*What the exercise asks*.
Count every line in the entries below that contains the word "coordinates", and give only that number.

*Given entries*.
:::::

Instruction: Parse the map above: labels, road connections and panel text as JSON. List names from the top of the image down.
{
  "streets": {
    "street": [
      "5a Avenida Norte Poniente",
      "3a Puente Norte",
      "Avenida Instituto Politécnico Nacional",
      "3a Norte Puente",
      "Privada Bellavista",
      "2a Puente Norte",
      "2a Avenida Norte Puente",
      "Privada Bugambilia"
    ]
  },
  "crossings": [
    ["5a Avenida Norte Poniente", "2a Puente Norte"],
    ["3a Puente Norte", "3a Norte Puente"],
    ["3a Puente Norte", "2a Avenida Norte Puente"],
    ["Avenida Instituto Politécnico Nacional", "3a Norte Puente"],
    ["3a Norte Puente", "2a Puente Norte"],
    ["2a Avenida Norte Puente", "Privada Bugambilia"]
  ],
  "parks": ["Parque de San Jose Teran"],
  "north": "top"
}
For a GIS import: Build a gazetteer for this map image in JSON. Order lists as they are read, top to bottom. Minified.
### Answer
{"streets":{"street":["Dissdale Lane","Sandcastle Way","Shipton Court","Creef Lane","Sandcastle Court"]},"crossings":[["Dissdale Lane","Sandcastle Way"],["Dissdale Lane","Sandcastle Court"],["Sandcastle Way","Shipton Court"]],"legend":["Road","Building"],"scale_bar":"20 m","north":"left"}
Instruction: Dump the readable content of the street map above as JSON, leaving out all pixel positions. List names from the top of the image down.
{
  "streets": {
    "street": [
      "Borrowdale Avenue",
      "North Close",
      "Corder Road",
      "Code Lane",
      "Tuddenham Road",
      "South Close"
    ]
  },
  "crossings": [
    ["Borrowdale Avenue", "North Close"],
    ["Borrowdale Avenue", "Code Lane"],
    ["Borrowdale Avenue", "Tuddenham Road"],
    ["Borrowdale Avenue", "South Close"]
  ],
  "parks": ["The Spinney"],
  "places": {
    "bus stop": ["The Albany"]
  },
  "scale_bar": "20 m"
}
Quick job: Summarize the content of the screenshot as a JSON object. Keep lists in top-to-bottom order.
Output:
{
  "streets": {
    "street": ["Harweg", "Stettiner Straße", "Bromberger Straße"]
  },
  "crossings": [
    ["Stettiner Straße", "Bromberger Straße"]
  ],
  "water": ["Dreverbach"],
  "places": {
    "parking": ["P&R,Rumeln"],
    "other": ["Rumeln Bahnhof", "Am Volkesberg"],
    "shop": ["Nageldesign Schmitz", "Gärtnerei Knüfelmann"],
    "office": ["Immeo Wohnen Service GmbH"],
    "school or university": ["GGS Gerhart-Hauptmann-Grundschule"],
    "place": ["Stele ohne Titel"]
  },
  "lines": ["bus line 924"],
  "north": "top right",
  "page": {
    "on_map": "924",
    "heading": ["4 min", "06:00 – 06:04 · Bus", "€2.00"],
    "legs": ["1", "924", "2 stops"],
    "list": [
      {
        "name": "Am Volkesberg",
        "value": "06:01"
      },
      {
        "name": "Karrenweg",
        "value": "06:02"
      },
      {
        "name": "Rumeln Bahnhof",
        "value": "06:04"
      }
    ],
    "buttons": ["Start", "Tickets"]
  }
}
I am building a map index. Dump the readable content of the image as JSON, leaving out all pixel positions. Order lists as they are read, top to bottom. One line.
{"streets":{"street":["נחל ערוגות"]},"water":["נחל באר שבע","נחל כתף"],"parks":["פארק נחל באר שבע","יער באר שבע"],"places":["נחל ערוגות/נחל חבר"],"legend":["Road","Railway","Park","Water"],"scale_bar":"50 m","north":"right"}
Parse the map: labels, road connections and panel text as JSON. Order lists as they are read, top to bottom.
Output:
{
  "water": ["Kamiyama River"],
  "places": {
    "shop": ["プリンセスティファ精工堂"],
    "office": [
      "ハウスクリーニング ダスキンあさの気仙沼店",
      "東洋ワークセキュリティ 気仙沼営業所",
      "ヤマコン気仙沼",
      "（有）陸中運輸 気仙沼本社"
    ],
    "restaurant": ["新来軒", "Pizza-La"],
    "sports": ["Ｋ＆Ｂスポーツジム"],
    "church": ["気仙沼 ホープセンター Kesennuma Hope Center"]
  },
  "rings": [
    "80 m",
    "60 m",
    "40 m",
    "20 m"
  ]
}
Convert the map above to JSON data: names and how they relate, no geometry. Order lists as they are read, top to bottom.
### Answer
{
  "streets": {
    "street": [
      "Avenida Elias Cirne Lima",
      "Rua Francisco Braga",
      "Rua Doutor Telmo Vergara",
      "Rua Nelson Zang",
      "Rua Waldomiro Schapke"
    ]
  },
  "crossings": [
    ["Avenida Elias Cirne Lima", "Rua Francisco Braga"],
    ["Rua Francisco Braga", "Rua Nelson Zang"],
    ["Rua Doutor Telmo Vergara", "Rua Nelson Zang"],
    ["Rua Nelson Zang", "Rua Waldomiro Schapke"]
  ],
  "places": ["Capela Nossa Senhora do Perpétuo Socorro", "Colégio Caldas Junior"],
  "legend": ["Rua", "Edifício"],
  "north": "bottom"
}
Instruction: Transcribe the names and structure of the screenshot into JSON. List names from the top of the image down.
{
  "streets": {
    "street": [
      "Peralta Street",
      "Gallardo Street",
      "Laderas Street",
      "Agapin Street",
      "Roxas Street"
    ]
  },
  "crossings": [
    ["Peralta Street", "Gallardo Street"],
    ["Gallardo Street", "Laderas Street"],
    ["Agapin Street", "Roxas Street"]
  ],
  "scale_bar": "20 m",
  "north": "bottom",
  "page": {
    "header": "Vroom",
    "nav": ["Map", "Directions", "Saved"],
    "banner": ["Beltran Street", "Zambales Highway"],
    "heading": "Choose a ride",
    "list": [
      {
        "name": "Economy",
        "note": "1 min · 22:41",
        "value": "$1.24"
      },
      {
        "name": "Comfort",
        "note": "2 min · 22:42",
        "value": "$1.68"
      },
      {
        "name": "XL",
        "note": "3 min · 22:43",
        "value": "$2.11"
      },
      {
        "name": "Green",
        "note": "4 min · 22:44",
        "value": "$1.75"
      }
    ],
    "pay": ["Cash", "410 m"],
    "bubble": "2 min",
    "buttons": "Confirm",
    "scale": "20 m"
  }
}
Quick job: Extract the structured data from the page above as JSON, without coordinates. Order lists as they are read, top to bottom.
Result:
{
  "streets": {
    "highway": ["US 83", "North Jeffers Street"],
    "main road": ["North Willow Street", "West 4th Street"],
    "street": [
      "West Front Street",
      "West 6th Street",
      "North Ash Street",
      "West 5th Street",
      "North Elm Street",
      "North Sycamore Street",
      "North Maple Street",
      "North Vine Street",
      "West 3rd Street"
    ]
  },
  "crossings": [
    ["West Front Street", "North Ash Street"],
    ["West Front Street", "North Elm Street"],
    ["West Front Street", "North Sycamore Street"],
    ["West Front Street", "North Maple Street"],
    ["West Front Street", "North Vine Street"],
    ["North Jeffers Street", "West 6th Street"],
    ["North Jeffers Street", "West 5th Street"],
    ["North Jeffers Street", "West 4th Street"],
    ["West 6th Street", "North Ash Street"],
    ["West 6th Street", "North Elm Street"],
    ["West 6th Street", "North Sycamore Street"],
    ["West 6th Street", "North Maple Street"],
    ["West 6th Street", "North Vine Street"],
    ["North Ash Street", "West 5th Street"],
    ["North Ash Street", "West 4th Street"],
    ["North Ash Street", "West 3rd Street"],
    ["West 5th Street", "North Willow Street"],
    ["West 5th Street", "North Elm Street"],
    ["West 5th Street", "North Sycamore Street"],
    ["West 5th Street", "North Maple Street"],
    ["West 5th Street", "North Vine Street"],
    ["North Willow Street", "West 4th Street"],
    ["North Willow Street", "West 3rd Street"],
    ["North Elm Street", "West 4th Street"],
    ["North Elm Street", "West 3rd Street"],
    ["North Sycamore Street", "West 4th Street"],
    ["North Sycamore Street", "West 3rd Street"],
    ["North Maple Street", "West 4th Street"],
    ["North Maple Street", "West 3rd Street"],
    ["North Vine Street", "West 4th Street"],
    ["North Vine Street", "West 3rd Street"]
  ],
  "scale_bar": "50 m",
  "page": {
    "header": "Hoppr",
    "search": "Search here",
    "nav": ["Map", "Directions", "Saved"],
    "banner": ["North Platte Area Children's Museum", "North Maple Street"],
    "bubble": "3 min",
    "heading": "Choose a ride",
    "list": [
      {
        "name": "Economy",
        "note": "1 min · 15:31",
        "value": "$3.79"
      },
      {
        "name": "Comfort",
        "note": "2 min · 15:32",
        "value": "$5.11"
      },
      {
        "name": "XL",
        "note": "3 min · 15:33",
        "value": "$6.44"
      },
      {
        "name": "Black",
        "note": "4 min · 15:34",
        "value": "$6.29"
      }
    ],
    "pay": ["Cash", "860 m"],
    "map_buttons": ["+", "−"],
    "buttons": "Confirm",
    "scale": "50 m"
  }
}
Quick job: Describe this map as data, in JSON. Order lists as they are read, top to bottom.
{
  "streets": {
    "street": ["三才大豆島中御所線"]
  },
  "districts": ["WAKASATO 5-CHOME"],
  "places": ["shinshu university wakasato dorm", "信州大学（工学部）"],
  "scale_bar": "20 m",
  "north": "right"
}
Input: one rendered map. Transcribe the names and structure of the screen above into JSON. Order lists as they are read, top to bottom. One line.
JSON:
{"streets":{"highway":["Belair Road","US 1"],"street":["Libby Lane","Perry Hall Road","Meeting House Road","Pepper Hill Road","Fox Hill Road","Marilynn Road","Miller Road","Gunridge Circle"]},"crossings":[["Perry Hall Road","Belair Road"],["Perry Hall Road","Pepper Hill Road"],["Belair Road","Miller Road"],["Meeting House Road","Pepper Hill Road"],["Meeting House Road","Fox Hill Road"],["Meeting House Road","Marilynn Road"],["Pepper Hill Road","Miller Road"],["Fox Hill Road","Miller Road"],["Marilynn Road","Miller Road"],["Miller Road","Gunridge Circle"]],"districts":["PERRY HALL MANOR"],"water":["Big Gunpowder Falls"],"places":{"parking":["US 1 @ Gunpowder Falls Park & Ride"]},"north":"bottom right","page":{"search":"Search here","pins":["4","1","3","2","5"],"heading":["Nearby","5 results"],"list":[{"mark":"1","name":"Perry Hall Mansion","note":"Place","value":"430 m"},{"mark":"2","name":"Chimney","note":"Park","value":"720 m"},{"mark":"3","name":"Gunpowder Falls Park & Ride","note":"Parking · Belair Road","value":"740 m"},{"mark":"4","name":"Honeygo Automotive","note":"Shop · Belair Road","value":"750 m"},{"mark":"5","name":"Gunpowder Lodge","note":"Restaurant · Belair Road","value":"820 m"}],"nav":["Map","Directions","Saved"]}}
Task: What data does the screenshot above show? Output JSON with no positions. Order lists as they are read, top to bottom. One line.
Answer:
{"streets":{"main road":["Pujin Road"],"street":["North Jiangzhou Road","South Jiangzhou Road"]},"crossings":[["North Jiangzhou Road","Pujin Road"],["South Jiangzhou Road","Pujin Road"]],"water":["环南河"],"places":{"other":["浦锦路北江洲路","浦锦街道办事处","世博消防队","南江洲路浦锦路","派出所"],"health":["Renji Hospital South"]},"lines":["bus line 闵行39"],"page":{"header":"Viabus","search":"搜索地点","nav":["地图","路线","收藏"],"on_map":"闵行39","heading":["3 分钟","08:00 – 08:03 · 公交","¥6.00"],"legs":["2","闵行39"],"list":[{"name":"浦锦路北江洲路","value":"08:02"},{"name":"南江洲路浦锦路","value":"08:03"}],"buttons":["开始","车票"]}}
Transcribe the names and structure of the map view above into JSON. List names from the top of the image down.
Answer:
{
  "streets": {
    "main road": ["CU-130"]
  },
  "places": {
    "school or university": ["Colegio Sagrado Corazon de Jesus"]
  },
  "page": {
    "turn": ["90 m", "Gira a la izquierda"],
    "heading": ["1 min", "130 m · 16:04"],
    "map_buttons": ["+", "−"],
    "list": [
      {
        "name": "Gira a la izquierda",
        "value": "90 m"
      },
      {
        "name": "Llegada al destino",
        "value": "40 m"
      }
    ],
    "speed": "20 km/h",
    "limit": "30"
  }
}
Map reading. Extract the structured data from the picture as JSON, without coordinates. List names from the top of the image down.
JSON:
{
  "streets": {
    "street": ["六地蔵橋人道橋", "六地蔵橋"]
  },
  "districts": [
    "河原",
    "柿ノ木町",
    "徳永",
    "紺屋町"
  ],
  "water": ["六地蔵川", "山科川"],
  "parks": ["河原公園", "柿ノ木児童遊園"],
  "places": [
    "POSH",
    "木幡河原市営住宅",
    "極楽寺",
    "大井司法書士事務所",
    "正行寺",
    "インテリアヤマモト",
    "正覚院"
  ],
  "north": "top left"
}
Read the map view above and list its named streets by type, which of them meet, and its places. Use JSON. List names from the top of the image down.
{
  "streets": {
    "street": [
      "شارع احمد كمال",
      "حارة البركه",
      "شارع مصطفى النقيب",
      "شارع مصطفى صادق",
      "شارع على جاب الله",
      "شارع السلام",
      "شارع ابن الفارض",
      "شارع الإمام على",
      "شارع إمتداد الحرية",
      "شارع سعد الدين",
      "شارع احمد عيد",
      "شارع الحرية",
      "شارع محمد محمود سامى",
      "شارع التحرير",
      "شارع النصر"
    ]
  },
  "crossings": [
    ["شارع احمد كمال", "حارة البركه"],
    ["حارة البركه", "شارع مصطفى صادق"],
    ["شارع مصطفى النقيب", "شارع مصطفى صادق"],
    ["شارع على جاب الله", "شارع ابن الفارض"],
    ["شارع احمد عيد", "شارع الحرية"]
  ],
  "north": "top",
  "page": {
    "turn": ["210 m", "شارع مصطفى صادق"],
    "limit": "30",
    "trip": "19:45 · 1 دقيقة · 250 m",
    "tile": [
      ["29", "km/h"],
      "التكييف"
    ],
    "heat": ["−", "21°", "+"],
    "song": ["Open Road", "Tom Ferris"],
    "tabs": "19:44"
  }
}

:::::

*Your solution*.
2